# Task details
Every record should be written out exactly, please.

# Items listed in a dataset
++++++++++++++++++++

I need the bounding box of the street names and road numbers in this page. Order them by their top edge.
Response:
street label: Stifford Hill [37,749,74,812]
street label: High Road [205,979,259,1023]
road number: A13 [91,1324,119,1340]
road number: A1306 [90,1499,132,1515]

++++++++++++++++++++

# Completed exercise
I need the bounding box of the street names and road numbers in this page. Order them by their top edge.
Response:
street label: Stifford Hill [37,749,74,812]
street label: High Road [205,979,259,1023]
road number: A13 [91,1324,119,1340]
road number: A1306 [90,1499,132,1515]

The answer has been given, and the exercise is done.